◆ Exercise instructions ◆
Draw out every line with the word "stream" from the listing below.

◆ Dataset records ◆
● ● ● ● ● ● ●

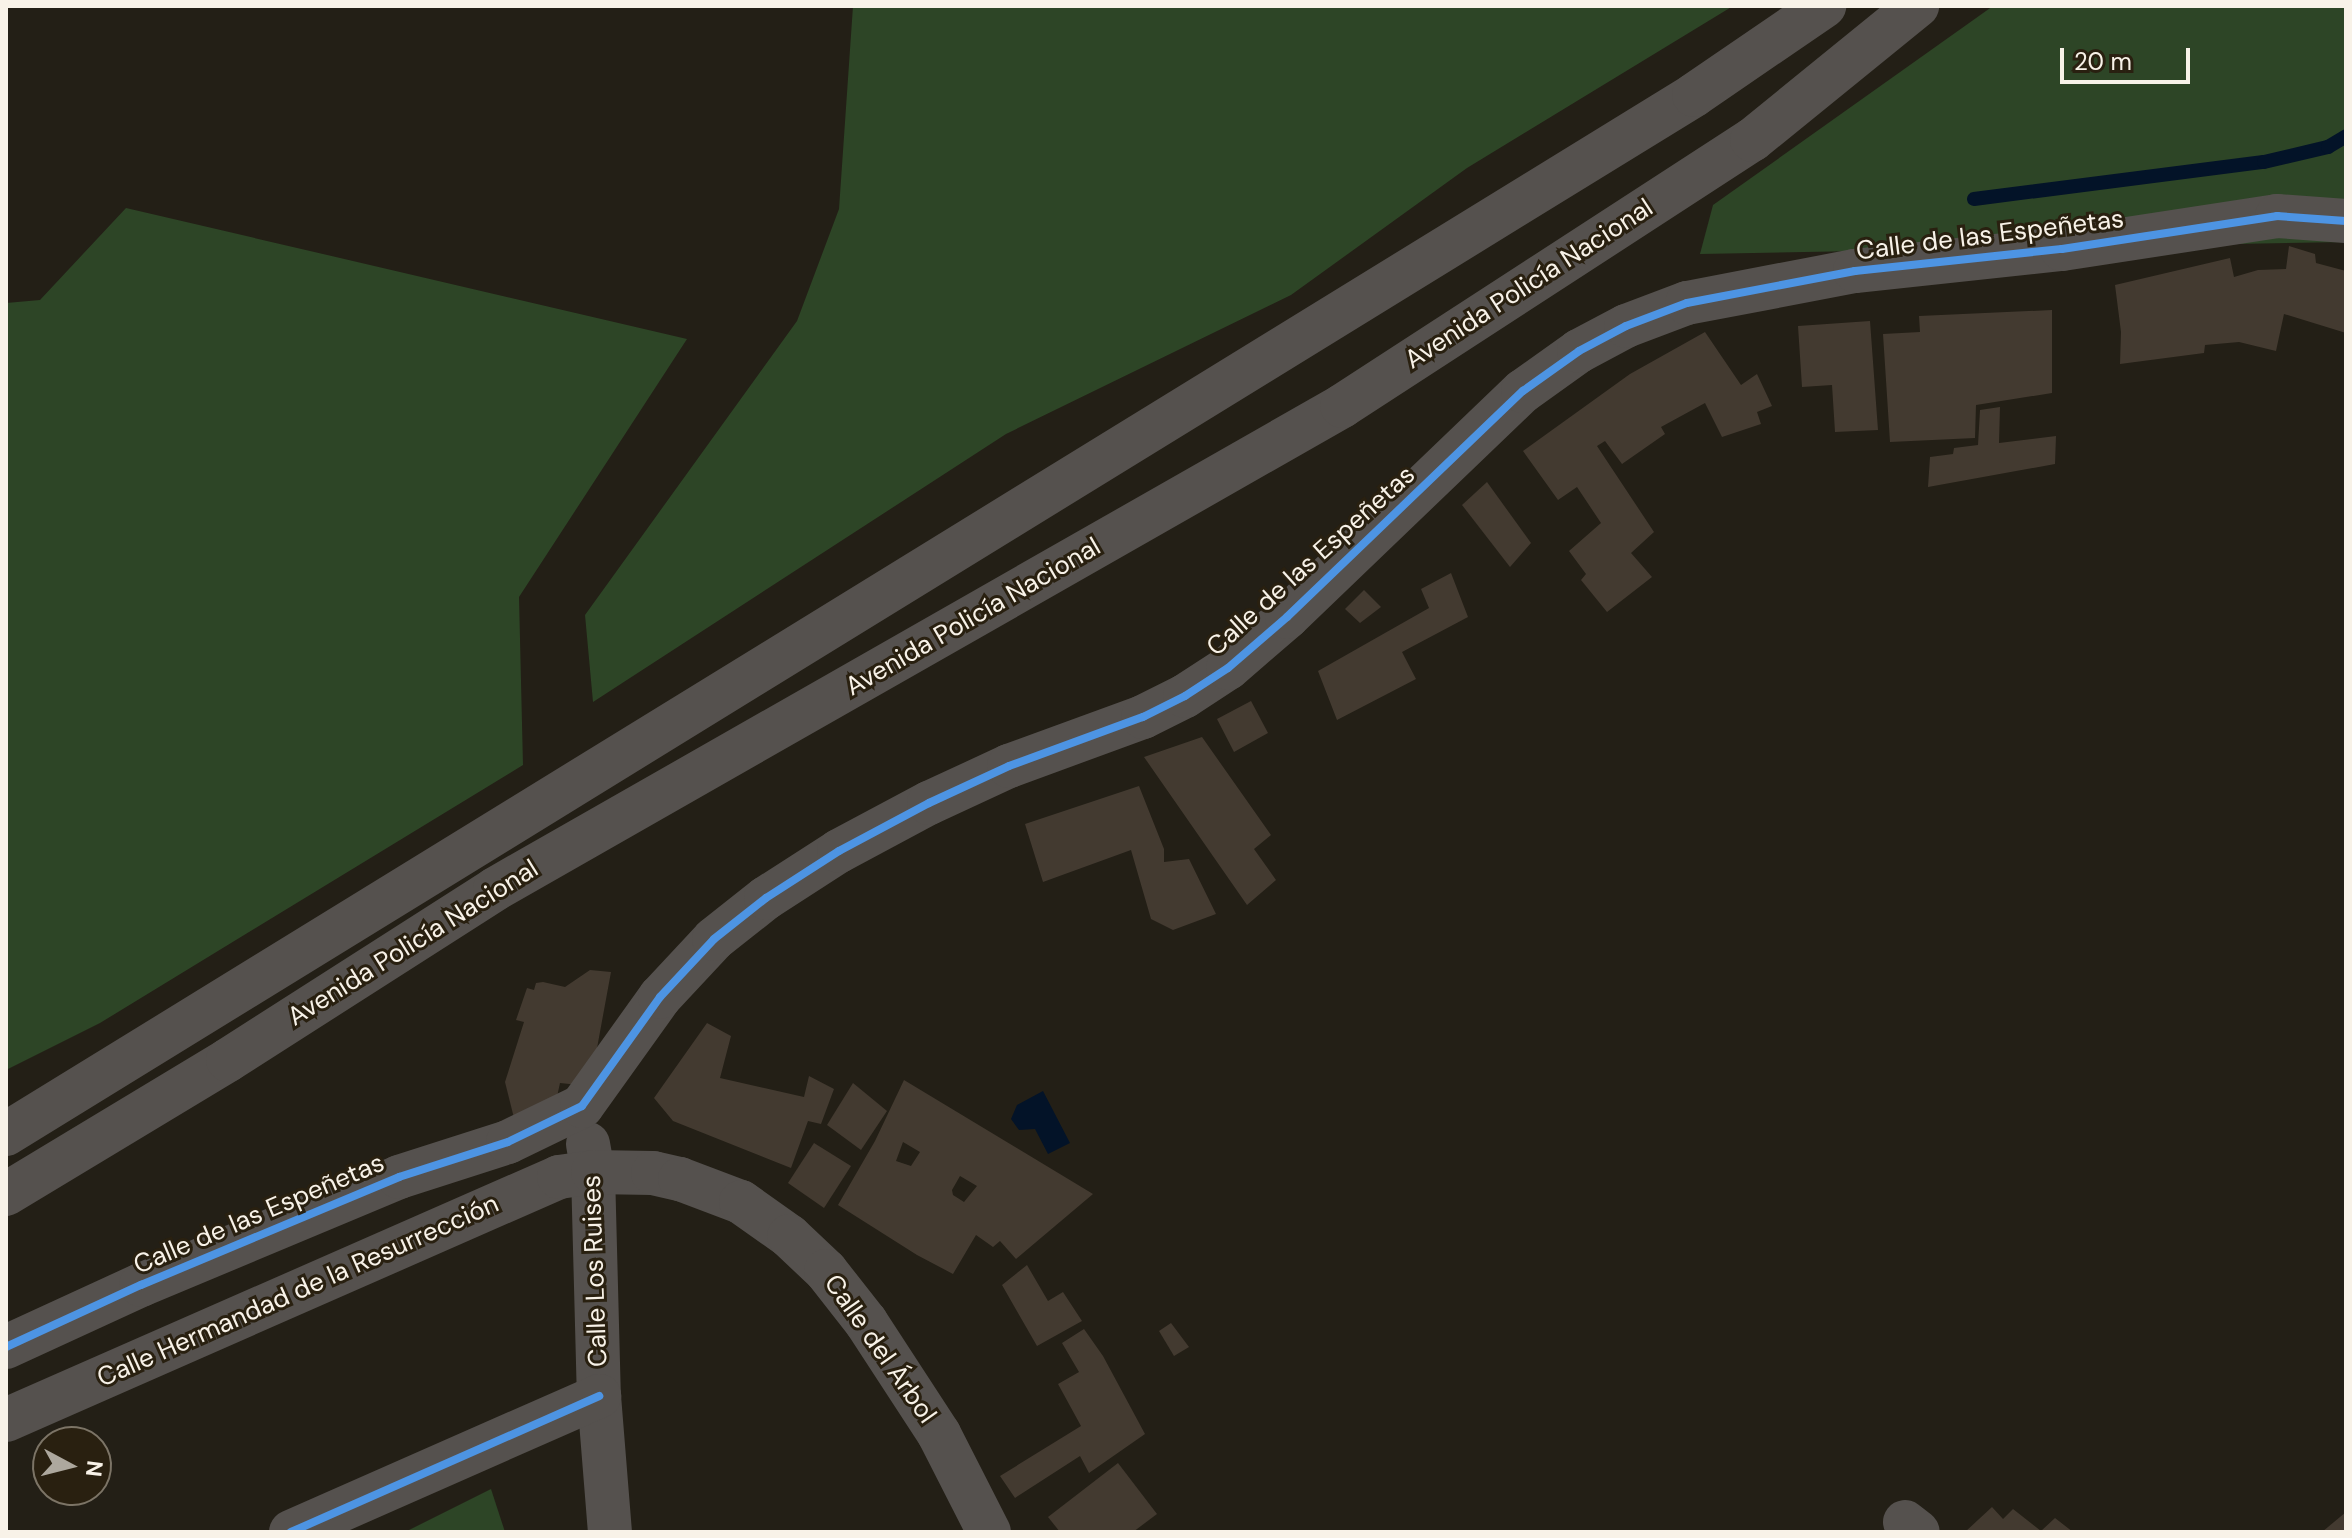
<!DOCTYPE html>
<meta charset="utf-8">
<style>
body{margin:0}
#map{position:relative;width:2352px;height:1538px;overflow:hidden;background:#231f16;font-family:"DM Sans",sans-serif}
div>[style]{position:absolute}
.green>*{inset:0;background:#2d4526}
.water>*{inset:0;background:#031328}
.stream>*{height:14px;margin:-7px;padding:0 7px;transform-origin:7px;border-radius:7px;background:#031328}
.building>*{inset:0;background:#433a30}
.minor>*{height:44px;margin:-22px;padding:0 22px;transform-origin:22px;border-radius:22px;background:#55514e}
.cycleway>*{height:8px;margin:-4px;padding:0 4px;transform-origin:4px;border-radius:4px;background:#4d94e3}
span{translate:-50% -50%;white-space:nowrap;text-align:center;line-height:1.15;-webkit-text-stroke:6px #292010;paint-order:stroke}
.street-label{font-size:26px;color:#f8f2e8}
.frame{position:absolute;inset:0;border:8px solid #f8f2e8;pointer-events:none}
.north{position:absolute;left:32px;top:1426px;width:80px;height:80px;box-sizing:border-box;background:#292010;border:2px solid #7c7466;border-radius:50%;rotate:97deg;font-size:22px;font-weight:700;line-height:32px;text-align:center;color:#f8f2e8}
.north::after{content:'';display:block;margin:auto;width:28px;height:36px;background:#ada89e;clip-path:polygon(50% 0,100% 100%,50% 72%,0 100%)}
.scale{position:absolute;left:2060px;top:48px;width:130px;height:36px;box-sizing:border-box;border:4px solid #f8f2e8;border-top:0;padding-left:10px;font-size:24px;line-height:28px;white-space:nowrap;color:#f8f2e8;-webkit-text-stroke:6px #292010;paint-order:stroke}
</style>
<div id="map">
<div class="green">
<i style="clip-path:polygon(853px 6px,1733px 6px,1467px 168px,1291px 295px,1006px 434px,593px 702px,585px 615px,797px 321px,839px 209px)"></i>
<i style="clip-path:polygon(1993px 6px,2346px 6px,2346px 242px,1700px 254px,1713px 205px)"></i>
<i style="clip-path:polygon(126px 208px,687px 339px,519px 597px,523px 765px,100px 1023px,6px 1070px,6px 303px,40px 300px)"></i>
<i style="clip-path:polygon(491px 1489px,505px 1532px,405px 1532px)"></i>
</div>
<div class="water">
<i style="clip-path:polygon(1043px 1091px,1070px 1143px,1048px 1154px,1035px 1129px,1019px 1130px,1011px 1119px,1017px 1105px)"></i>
</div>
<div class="stream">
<i style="left:1974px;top:199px;width:292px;rotate:-7.3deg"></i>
<i style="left:2264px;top:162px;width:66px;rotate:-13.2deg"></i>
<i style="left:2328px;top:147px;width:21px;rotate:-31deg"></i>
</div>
<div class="building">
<i style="clip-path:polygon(2289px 246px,2315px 254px,2316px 263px,2346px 271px,2346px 333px,2284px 314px,2276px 351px,2239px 342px,2205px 345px,2204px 353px,2120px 364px,2121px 332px,2115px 285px,2230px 258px,2234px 277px,2258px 270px,2286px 269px)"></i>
<i style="clip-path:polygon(2052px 310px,2052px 393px,1976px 405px,1975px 438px,1890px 442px,1883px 334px,1920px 332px,1919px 316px)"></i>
<i style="clip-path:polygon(1870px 321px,1878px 430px,1835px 432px,1832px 385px,1802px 387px,1798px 326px)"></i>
<i style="clip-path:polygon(1705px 332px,1741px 385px,1757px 374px,1772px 406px,1757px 412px,1761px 424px,1722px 437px,1705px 403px,1661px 427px,1665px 434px,1622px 464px,1605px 441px,1597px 446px,1654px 532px,1631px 553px,1652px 577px,1607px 612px,1581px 580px,1586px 574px,1569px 551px,1601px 523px,1577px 487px,1558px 500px,1523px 451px,1630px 374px)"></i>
<i style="clip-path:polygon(2000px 407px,1999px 443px,2056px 436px,2055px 464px,1928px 487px,1930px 457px,1953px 454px,1954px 448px,1978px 445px,1980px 410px)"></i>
<i style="clip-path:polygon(1487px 482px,1531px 543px,1510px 567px,1462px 505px)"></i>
<i style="clip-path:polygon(1451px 573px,1468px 617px,1402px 652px,1416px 679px,1337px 720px,1318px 671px,1429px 608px,1421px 589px)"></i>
<i style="clip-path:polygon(1364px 590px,1381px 607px,1360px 623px,1345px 609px)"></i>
<i style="clip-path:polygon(1251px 701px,1268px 733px,1234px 752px,1217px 719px)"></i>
<i style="clip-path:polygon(1202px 737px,1271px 835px,1254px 849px,1276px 880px,1247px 905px,1144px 757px)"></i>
<i style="clip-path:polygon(1139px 786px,1164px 849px,1164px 862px,1189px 859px,1216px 914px,1173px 930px,1151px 919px,1131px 850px,1043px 882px,1025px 824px)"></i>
<i style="clip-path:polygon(590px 970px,611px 972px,593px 1070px,579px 1085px,560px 1083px,555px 1106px,515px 1122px,505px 1082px,524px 1022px,516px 1020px,527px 988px,534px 990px,536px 983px,543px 982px,565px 987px)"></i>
<i style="clip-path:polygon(707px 1023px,731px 1036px,720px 1078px,804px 1097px,809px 1076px,834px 1089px,821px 1124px,808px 1121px,791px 1168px,673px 1121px,654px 1098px)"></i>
<i style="clip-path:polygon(evenodd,904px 1080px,1093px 1194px,1016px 1259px,1000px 1241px,993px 1247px,976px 1235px,953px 1274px,917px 1255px,838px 1205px,875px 1141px,904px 1080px,903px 1142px,920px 1152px,911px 1166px,896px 1161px,903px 1142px,904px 1080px,960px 1176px,977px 1186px,964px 1202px,953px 1195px,952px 1190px,960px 1176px)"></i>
<i style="clip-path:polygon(853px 1083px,887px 1111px,861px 1150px,827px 1125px)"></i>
<i style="clip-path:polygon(814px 1143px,851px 1166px,824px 1208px,788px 1183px)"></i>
<i style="clip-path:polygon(1027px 1265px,1048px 1301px,1063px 1292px,1082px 1321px,1037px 1346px,1002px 1285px)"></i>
<i style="clip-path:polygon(1171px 1323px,1189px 1347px,1174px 1356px,1159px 1331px)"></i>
<i style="clip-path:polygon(1084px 1329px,1103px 1356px,1145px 1434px,1089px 1473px,1080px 1456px,1015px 1498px,1000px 1476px,1081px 1426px,1058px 1384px,1079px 1372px,1062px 1343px)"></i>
<i style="clip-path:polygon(1118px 1463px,1157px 1514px,1133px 1532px,1060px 1532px,1048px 1517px)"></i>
<i style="clip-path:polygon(1992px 1507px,2003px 1519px,2013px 1509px,2041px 1531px,2055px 1518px,2073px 1532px,1965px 1532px)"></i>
<i style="clip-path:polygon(2346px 1512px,2346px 1532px,2322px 1532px)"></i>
</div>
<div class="minor">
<i style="left:6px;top:1134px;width:1982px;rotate:-31.61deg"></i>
<i style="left:1694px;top:95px;width:158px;rotate:-34.4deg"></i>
<i style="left:588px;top:1144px;width:28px;rotate:80deg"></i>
<i style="left:593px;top:1172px;width:224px;rotate:88.5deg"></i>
<i style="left:599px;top:1396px;width:136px;rotate:85.4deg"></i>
<i style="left:6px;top:1194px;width:259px;rotate:-31.1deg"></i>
<i style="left:228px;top:1060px;width:317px;rotate:-32.6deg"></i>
<i style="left:495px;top:889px;width:975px;rotate:-29.69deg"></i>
<i style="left:1342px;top:406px;width:489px;rotate:-33deg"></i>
<i style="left:1752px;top:140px;width:213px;rotate:-39.1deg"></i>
<i style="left:6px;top:1347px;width:149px;rotate:-24.7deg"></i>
<i style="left:141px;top:1285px;width:280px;rotate:-22.7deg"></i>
<i style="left:399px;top:1177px;width:114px;rotate:-17.8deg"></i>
<i style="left:508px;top:1142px;width:82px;rotate:-25.9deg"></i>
<i style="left:582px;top:1106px;width:134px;rotate:-54.4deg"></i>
<i style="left:660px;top:997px;width:79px;rotate:-47deg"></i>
<i style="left:714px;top:939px;width:66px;rotate:-38.3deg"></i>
<i style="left:766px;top:898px;width:87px;rotate:-32.8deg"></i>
<i style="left:839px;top:851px;width:102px;rotate:-28.1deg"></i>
<i style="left:929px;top:803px;width:88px;rotate:-24.8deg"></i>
<i style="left:1009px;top:766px;width:143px;rotate:-20.1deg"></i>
<i style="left:1143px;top:717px;width:47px;rotate:-26.6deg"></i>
<i style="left:1185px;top:696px;width:51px;rotate:-33.1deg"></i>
<i style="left:1228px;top:668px;width:78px;rotate:-40.8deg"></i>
<i style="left:1287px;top:617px;width:327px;rotate:-43.8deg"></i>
<i style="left:1523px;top:391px;width:69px;rotate:-35.5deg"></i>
<i style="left:1579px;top:351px;width:53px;rotate:-28deg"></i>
<i style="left:1626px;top:326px;width:65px;rotate:-20.7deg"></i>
<i style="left:1687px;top:303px;width:171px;rotate:-10.8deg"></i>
<i style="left:1855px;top:271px;width:208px;rotate:-6.1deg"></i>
<i style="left:2062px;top:249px;width:218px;rotate:-8.7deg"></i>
<i style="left:2277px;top:216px;width:69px;rotate:4.1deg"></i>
<i style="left:6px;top:1420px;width:604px;rotate:-23.72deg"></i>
<i style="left:559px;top:1177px;width:34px;rotate:-8deg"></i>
<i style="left:593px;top:1172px;width:60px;rotate:1deg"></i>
<i style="left:653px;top:1173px;width:28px;rotate:13deg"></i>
<i style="left:680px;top:1179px;width:65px;rotate:20.7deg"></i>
<i style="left:741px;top:1202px;width:59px;rotate:35.3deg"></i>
<i style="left:789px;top:1236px;width:51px;rotate:43.4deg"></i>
<i style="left:826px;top:1271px;width:65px;rotate:51.9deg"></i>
<i style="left:866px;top:1322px;width:134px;rotate:56.9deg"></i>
<i style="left:939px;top:1434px;width:110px;rotate:63deg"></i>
<i style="left:1905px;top:1522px;width:16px;rotate:38deg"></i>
<i style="left:291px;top:1532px;width:337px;rotate:-23.8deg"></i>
</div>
<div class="cycleway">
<i style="left:6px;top:1347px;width:149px;rotate:-24.7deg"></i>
<i style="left:141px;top:1285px;width:280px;rotate:-22.7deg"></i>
<i style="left:399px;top:1177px;width:114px;rotate:-17.8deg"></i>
<i style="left:508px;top:1142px;width:82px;rotate:-25.9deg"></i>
<i style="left:582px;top:1106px;width:134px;rotate:-54.4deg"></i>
<i style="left:660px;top:997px;width:79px;rotate:-47deg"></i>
<i style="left:714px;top:939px;width:66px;rotate:-38.3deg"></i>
<i style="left:766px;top:898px;width:87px;rotate:-32.8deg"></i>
<i style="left:839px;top:851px;width:102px;rotate:-28.1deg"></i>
<i style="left:929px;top:803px;width:88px;rotate:-24.8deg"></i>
<i style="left:1009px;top:766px;width:143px;rotate:-20.1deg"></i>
<i style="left:1143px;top:717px;width:47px;rotate:-26.6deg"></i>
<i style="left:1185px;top:696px;width:51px;rotate:-33.1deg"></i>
<i style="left:1228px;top:668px;width:78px;rotate:-40.8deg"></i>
<i style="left:1287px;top:617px;width:327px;rotate:-43.8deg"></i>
<i style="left:1523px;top:391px;width:69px;rotate:-35.5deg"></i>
<i style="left:1579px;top:351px;width:53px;rotate:-28deg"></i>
<i style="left:1626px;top:326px;width:65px;rotate:-20.7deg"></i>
<i style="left:1687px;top:303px;width:171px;rotate:-10.8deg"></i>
<i style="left:1855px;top:271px;width:208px;rotate:-6.1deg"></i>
<i style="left:2062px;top:249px;width:218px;rotate:-8.7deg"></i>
<i style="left:2277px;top:216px;width:69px;rotate:4.1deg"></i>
<i style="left:291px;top:1532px;width:337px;rotate:-23.8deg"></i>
</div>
<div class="street-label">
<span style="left:1990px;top:235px;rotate:-7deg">Calle de las Espeñetas</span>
<span style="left:1529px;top:284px;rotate:-33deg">Avenida Policía Nacional</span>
<span style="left:1311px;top:561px;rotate:-42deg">Calle de las Espeñetas</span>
<span style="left:973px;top:617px;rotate:-30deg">Avenida Policía Nacional</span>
<span style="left:413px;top:943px;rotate:-32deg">Avenida Policía Nacional</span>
<span style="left:259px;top:1214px;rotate:-23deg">Calle de las Espeñetas</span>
<span style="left:595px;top:1271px;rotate:-92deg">Calle Los Ruises</span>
<span style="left:298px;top:1291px;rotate:-24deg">Calle Hermandad de la Resurrección</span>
<span style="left:880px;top:1349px;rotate:55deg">Calle del Árbol</span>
</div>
<div class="frame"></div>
<div class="north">N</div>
<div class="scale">20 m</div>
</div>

● ● ● ● ● ● ●

◆ Solution below ◆
.stream>*{height:14px;margin:-7px;padding:0 7px;transform-origin:7px;border-radius:7px;background:#031328}
<div class="stream">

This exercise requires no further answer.